A prison officer shot dead on a motorway in Northern Ireland has been named as David Black by Justice Minister David Ford.

Mr Black, who had spent more than 30 years in the prison service and was nearing retirement, was ambushed on a stretch of the M1 between Portadown and Lurgan, Co Armagh on Thursday morning. One unconfirmed report claimed a gunman opened up when another car pulled up alongside.

It is understood the officer's car careered off the road when he was fired on and he died later.

Although no organisation has admitted responsibility, security chiefs believe republicans opposed to the peace process were involved.

The extremists have been involved in long-running protests against jail conditions inside Maghaberry.

A car understood to have been used in the attack was later found burned out in Lurgan where supporters of dissidents have backed the jail protest campaign.

Police Service of Northern Ireland Chief Constable Matt Baggott said: "It was a completely senseless attack. It demonstrated the recklessness and ruthlessness and sheer dangerousness of those who oppose peace and are dedicated to taking us back to those dark days of the past.

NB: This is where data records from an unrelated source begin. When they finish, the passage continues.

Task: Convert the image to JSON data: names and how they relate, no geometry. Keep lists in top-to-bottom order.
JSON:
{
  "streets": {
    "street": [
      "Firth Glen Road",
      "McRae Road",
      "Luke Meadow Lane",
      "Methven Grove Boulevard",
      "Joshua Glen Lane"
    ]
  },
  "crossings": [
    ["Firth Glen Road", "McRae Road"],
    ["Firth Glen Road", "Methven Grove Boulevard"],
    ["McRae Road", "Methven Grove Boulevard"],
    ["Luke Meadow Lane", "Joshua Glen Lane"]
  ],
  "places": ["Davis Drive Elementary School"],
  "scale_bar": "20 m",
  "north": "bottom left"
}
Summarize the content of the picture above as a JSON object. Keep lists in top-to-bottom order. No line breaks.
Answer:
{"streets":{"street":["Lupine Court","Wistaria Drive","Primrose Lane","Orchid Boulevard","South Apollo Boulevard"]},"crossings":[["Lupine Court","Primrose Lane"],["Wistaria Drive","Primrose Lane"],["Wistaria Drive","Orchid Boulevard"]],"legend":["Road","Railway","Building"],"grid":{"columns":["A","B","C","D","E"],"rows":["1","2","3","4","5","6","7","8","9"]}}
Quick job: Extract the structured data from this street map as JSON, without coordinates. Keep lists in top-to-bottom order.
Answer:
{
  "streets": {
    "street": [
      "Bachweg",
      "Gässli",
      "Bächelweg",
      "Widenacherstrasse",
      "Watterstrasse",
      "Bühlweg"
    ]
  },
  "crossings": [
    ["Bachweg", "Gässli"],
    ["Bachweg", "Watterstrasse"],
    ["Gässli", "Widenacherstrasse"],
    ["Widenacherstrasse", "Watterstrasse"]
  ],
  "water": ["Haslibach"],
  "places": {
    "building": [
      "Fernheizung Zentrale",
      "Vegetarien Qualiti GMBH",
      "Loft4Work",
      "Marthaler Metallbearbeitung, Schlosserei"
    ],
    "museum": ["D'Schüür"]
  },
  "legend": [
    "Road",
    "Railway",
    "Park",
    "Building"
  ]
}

"This has all the hallmarks of dissident republicans. This was just a brutal attack and we need the public's support to be able to solve it as quickly as possible.

"David was dedicated, a person keeping people safe, and we need to respect that and recognise that."

Finlay Spratt, the head of the Prison Officers' Association, knew Mr Black.

"I found him to be a very nice fellow to work with," he said.

"He always ensured he did his job to the letter. He was a very good officer, he certainly did his bit."

Mr Spratt criticised the security provisions offered to prison officers since the Troubles ended.

"They have stripped away all the security around prison officers," he said. "They treat us now as if we live in normal society."

Stormont first minister Peter Robinson and deputy first minister Martin McGuinness also condemned the murder.

"At this time, our thoughts and prayers are with the bereaved family and we condemn this murder in the strongest possible terms," they said in a joint statement.

"There can be no justification for this brutal attack as this man was going about his daily life. People who work for the Prison Service play a crucial role in our community and any attack on them is an attack on all of us.

"Actions like this have no place in society and those who carried out this murder have nothing positive to contribute, and we refuse to let the people behind this attack divert us from building a better and peaceful future for everyone.

"We appeal to anyone with any information on this murder to contact the PSNI."

The shooting happened at around 7.30am, at the same time as a major security alert further along the motorway at a shopping centre at Sprucefield, near Lisburn, where bomb disposal experts were called in to check a car.

It is believed this vehicle might have been linked in some way to the shooting, according to some sources.